Aside from being, admittedly, a little fat, Hogan is loved and cared for. My whole family dotes on him. For the people in his life, he’s more than a “pugs not drugs” t-shirt, a funny phone advert, an iPhone5 case. Basically, he’s surrounded by people who know that a pug is more than an expensive fashion statement. But that’s not always the case. 

Pop culture pugs probably reached their peak last year. You know you’ve gone full saturation when even Primark was decked out in pug pjs, handbags, printed jumpers, and hand-warmers. I was part of it: because people knew I had a pug, they thought it was pretty easy to buy presents for me. Christmas and my birthday were a pug-fest, and I loved it.

The hype wasn’t just in shops either – you saw them everywhere, hobbling around, breathing uncomfortably heavily. It’s easy to think that because the pug was everywhere, that they’re over. It’s easy to make jokes about the French bulldogs you see everywhere being the new cute accessories, or that the sausage dog is actually the new breed of 2016But there’s a dangerous side to what’s already a pretty annoying joke.

It’s the reason dogs like Oscar are abandoned, beaten, mistreated and discarded by people who buy into the hype. Oscar was abandoned and found in a small, battered cardboard box outside a shelter in LA, on one of the coldest nights of the year. A well-dressed man in a suit left the tiny box at the counter and said “I’m turning this dog in because he’s old and can’t walk anymore” then left without explanation. Oscar, who was 13, was covered in ear mites, sores, fleas and his back legs were paralysed. He was frightened and alone, and it didn’t matter to him that it’s probably uncool to love pug merch these days. Pug Nation Rescue of Los Angeles, who eventually took him in, said that he’d probably been left without medical attention for months, maybe years. 

Thankfully, Oscar was saved by thousands of dollars of online donations, a foster family, and a specially-made wheelchair. His rescue family posted pictures of his life online as part of “The Oscar Diaries”, and he was well loved until he died, sadly, late last year. His owner, Julie, held benefits and raised money to help other neglected, abused and abandoned pugs like him. 

If you’re a dog lover, stories like Oscar’s are heartbreaking, but they’re not uncommon. These shelters and fundraising pages are filled with sad, lonely pugs, dogs who wandered away from homes where nobody cared enough anymore, or were hit by cars, or thrown away because they’re too old, too fat, too blind, or too expensive. Some of these guys, once they grew out of the cute, chubby puppy stage, were discovered, ruined with mange, on the side of busy roads. Charity was found with her puppy Georgia, who was just nine weeks old.

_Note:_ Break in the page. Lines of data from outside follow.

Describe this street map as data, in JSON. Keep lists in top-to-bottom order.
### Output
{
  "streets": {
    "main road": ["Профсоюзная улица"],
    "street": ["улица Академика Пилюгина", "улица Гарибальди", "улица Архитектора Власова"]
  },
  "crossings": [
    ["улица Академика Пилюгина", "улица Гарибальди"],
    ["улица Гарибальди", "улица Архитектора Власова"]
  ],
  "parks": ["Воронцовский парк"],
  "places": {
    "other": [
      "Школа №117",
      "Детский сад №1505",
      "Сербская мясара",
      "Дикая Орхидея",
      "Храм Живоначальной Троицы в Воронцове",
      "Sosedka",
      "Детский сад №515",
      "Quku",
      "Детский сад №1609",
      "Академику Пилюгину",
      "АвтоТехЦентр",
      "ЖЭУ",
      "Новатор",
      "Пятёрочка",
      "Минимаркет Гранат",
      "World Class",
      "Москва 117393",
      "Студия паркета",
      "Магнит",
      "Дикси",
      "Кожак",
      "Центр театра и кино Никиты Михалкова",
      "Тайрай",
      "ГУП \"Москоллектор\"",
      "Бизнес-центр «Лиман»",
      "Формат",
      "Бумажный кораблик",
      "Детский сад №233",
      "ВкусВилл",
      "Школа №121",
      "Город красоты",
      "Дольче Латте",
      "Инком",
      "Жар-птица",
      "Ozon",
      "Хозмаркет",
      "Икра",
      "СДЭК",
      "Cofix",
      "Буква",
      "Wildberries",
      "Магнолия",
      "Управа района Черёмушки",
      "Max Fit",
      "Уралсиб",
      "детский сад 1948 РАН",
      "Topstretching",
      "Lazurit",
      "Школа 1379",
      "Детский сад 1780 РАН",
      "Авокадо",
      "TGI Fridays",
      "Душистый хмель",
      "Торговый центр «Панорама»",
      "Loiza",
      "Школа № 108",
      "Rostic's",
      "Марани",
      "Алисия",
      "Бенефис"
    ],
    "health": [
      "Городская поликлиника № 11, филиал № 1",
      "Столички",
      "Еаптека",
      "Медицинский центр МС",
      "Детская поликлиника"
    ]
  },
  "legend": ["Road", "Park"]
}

Clyde was tied to a pole with his sister Bonnie, one of six pugs handed in to a shelter in the same city in just one week.

They’re “unadoptable” to the people who just buy into the hype of “pugs being cool”, because the same people who rush to love them temporarily don’t bother looking into how they’re susceptible to blindness, to tumours, and to respiratory problems. 

When you look at them in these shelters or in sad YouTube videos or on lost dog groups, you can see the danger in making jokes about them being out of fashion or past it. They’re not a picture on a t-shirt, or a keyring or a phone cover, they’re real animals. 

For me, the appeal of having a pug, like the appeal to having any dog, is that they’re completely dependent on you. They need you to do gross day-to-day things, like clean out their wrinkles, or stop them pushing their bug eyes into dirt, or save them from eating themselves into oblivion and obesity. That doesn’t stop when Urban Outfitters put their t-shirts on sale, it doesn’t stop when people decide they’ve seen too much of pugs. 

They’re simple creatures: they like hugs, food, sleep, food, eating and food. They don’t understand that they’re now apparently uncool, and we shouldn’t be taking the cruel joke of dog-trends out on them by suddenly abandoning them or deciding they’re not adorable anymore.